== TASK INPUT

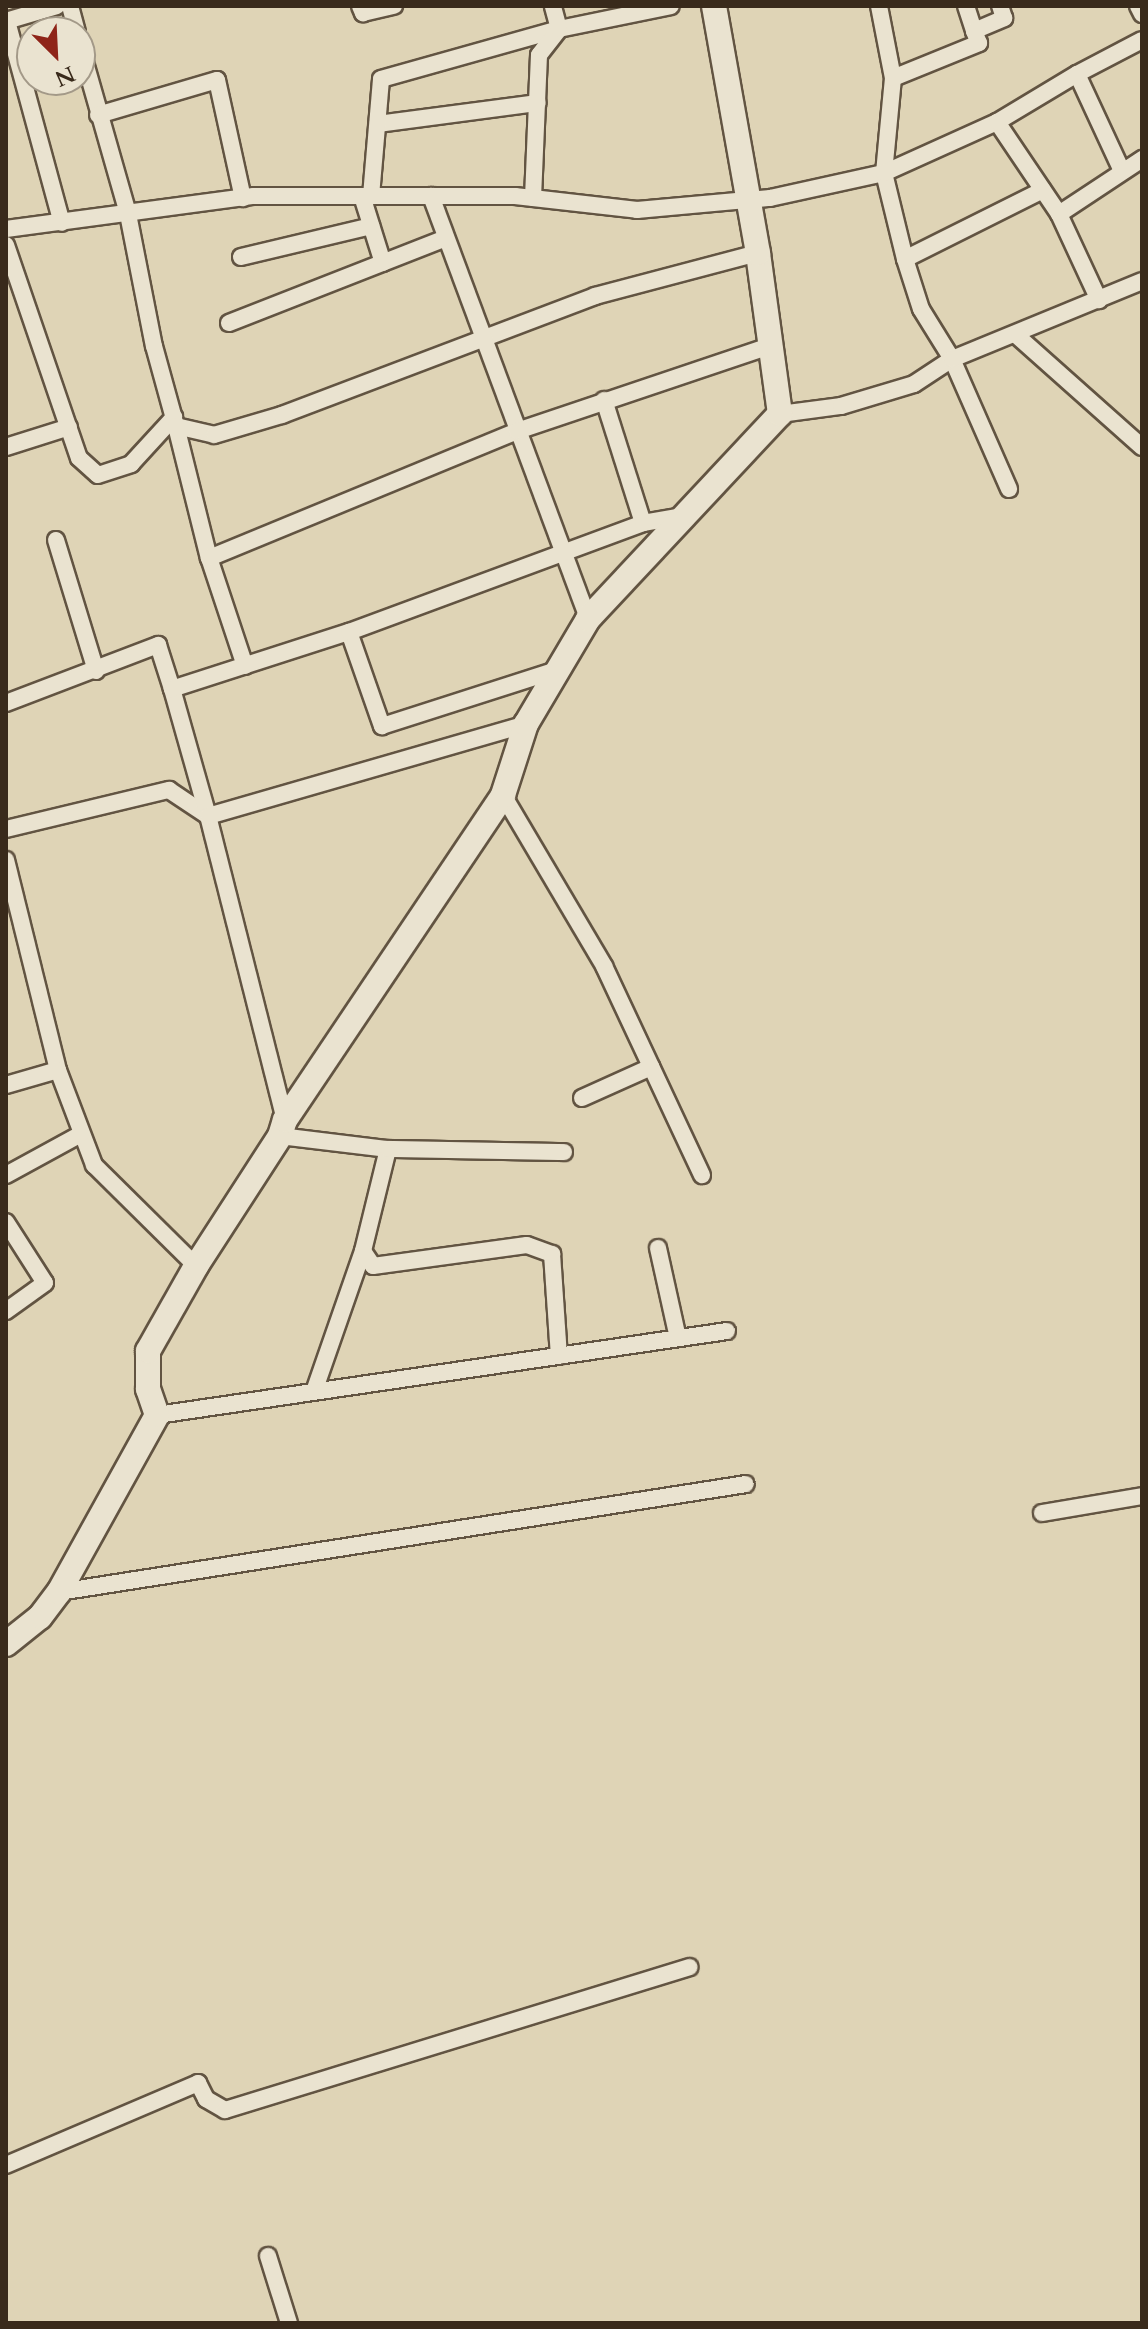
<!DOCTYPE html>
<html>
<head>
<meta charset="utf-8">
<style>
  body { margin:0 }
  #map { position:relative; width:1148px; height:2329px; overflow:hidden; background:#dfd4b6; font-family:Cardo,serif }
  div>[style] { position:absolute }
  .roads { filter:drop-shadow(2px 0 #625442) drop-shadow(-2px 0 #625442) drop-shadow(0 2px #625442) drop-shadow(0 -2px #625442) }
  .street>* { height:16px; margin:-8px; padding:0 8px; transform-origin:8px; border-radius:8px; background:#eae3d0 }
  .secondary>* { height:24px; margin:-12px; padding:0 12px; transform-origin:12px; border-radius:12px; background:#eae3d0 }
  span { translate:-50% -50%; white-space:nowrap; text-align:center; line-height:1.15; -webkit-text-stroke:6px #eae3d0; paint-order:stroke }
  .frame { position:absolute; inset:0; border:8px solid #392a1b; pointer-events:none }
  .north { position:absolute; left:16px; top:16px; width:80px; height:80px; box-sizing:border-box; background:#eae3d0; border:2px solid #a39988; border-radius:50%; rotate:156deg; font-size:22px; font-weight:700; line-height:32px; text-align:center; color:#392a1b }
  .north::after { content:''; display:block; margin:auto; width:28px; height:36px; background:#8f2418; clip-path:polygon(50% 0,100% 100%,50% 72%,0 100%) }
</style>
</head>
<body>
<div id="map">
  <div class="roads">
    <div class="street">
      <div style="left:70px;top:6px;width:27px;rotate:75deg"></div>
      <div style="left:360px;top:6px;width:8px;rotate:67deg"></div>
      <div style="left:363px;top:13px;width:32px;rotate:-13deg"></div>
      <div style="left:879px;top:6px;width:73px;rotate:79deg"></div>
      <div style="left:893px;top:78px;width:95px;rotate:95.4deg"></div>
      <div style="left:884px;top:173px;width:89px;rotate:76.3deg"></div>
      <div style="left:905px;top:259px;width:52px;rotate:72.3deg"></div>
      <div style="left:921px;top:309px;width:59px;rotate:58.2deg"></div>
      <div style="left:952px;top:359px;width:142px;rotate:66.3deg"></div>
      <div style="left:966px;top:6px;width:26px;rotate:72deg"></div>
      <div style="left:1138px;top:6px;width:9px;rotate:63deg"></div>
      <div style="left:6px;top:21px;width:53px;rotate:-16.4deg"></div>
      <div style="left:7px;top:21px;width:209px;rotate:74.8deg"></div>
      <div style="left:80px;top:45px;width:176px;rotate:74.1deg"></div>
      <div style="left:128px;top:214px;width:135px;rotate:78.9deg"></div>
      <div style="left:154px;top:346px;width:83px;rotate:74.6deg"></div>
      <div style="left:176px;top:426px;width:39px;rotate:13deg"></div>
      <div style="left:214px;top:435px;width:71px;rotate:-16.4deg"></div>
      <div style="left:282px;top:415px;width:335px;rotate:-20.8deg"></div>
      <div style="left:595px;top:296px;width:169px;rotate:-14.8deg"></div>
      <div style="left:1077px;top:74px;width:107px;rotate:65.1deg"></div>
      <div style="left:893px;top:78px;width:93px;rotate:-22.1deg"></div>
      <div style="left:979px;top:43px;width:13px;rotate:-113deg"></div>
      <div style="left:974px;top:31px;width:33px;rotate:-23deg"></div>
      <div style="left:1004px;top:18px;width:13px;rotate:-108deg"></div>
      <div style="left:98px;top:115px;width:124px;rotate:-16.4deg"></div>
      <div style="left:217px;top:80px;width:121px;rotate:77.6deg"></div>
      <div style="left:997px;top:122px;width:111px;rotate:56deg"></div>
      <div style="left:1059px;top:214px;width:100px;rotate:-33.5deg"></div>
      <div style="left:378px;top:124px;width:161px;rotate:-7.5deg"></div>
      <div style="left:362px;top:196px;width:70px;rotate:72.6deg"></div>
      <div style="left:371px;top:196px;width:117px;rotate:-85.1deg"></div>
      <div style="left:381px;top:79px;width:185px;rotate:-15.7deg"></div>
      <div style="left:559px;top:29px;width:114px;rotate:-11.6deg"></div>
      <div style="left:431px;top:196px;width:451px;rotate:69.6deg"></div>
      <div style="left:533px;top:198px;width:143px;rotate:-87.6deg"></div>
      <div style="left:539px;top:55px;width:33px;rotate:-52deg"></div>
      <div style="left:559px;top:29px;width:24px;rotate:-105deg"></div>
      <div style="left:1059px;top:214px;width:95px;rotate:65.1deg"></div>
      <div style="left:6px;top:229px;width:250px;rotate:-7.6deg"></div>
      <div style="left:254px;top:196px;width:261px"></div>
      <div style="left:515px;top:196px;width:123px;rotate:6.5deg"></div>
      <div style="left:637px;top:210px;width:134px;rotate:-5.2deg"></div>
      <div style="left:770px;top:198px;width:117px;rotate:-12.4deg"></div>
      <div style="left:884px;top:173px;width:124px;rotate:-24.3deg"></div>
      <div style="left:997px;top:122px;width:93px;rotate:-31deg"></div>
      <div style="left:1077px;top:74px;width:73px;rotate:-27.6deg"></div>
      <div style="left:6px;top:245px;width:225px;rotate:71.1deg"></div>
      <div style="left:79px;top:458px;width:25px;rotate:42deg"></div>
      <div style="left:98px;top:475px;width:35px;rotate:-18deg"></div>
      <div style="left:131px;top:464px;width:64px;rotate:-47.5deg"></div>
      <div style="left:241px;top:257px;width:134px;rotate:-13.4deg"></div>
      <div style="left:905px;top:259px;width:154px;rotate:-26.6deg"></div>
      <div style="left:229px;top:323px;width:233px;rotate:-21.4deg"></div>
      <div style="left:1015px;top:334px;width:170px;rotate:41.7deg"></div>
      <div style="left:604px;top:400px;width:129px;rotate:72.4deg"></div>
      <div style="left:780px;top:414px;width:62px;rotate:-7.5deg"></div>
      <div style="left:841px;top:406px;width:76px;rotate:-16.8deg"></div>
      <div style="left:914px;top:384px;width:45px;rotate:-33.3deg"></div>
      <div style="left:952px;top:359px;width:205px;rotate:-22.3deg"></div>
      <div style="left:176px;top:426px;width:136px;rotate:76deg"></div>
      <div style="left:6px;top:447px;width:66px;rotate:-17.6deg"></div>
      <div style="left:56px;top:540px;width:137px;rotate:73deg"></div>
      <div style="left:349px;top:632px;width:100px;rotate:70.7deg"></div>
      <div style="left:382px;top:726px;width:183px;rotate:-17.8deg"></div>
      <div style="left:245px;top:666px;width:114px;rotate:-108.4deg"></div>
      <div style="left:209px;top:558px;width:333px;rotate:-22.4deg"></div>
      <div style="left:517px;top:431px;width:266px;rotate:-18.6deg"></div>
      <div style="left:6px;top:703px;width:163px;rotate:-20.9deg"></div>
      <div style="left:158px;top:645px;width:46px;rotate:72.3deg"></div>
      <div style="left:503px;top:795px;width:199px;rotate:59.4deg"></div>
      <div style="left:604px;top:966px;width:231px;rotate:64.9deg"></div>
      <div style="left:6px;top:829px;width:168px;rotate:-13.5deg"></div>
      <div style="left:169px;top:790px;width:47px;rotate:33.7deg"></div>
      <div style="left:208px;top:816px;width:132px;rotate:-105.8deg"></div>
      <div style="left:172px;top:689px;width:186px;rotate:-17.9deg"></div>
      <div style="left:349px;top:632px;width:314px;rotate:-20.3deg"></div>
      <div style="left:643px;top:523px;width:41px;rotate:-9.9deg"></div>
      <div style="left:6px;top:860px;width:216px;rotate:76.1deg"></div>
      <div style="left:58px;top:1070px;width:102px;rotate:69.2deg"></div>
      <div style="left:94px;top:1165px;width:144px;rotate:44.7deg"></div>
      <div style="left:6px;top:1085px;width:54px;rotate:-16.1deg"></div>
      <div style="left:582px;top:1098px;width:76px;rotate:-24.2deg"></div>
      <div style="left:285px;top:1120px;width:314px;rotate:-104.2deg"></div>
      <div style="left:208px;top:816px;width:331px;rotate:-16.1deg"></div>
      <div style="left:280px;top:1136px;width:109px;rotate:6.9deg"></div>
      <div style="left:388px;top:1149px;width:105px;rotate:103.8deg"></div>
      <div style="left:363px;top:1251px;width:149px;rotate:109.2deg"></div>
      <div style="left:388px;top:1149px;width:176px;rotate:1deg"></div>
      <div style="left:6px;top:1175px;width:85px;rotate:-28.7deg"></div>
      <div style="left:6px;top:1222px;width:72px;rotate:57.4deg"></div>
      <div style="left:45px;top:1283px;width:48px;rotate:144.3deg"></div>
      <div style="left:658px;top:1248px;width:92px;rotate:77.5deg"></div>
      <div style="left:363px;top:1251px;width:18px;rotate:56deg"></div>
      <div style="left:373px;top:1266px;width:155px;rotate:-7.8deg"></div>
      <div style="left:527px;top:1245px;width:27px;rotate:20deg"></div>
      <div style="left:552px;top:1254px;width:102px;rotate:86.1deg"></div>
      <div style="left:157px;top:1415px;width:576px;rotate:-8.38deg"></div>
      <div style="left:1042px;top:1513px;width:101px;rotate:-9.6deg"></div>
      <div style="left:59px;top:1592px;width:695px;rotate:-8.93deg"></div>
      <div style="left:6px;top:2165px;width:209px;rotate:-23.1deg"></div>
      <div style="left:198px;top:2083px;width:18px;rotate:63deg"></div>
      <div style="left:206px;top:2099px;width:22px;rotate:30deg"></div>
      <div style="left:225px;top:2110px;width:486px;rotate:-17.1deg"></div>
      <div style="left:268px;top:2256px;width:70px;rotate:72.6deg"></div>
    </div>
    <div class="secondary">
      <div style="left:6px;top:1644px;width:43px;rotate:-38.5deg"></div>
      <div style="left:40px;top:1617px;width:31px;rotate:-53deg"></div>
      <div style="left:59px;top:1592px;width:202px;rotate:-61deg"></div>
      <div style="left:157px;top:1415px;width:28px;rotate:-109deg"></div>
      <div style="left:148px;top:1389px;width:38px;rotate:-90deg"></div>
      <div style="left:148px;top:1351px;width:98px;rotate:-60.5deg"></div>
      <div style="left:196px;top:1266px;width:155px;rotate:-57.1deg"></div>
      <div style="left:280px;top:1136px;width:17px;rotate:-73deg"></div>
      <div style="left:285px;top:1120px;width:391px;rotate:-56.1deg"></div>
      <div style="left:503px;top:795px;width:75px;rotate:-72.1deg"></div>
      <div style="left:526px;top:724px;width:122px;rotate:-59.4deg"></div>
      <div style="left:588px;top:619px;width:281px;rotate:-46.9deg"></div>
      <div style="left:780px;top:414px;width:162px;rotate:-97.8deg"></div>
      <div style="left:758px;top:253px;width:251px;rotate:-100.1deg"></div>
    </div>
  </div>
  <div class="frame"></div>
  <div class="north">N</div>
</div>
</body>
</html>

====

Reproduce the records word for word, please, from their first line up to and including the line that contains "filter:drop-shadow(2px 0 #625442)", but no pictures.

- [TASK ANSWER]
<!DOCTYPE html>
<html>
<head>
<meta charset="utf-8">
<style>
  body { margin:0 }
  #map { position:relative; width:1148px; height:2329px; overflow:hidden; background:#dfd4b6; font-family:Cardo,serif }
  div>[style] { position:absolute }
  .roads { filter:drop-shadow(2px 0 #625442) drop-shadow(-2px 0 #625442) drop-shadow(0 2px #625442) drop-shadow(0 -2px #625442) }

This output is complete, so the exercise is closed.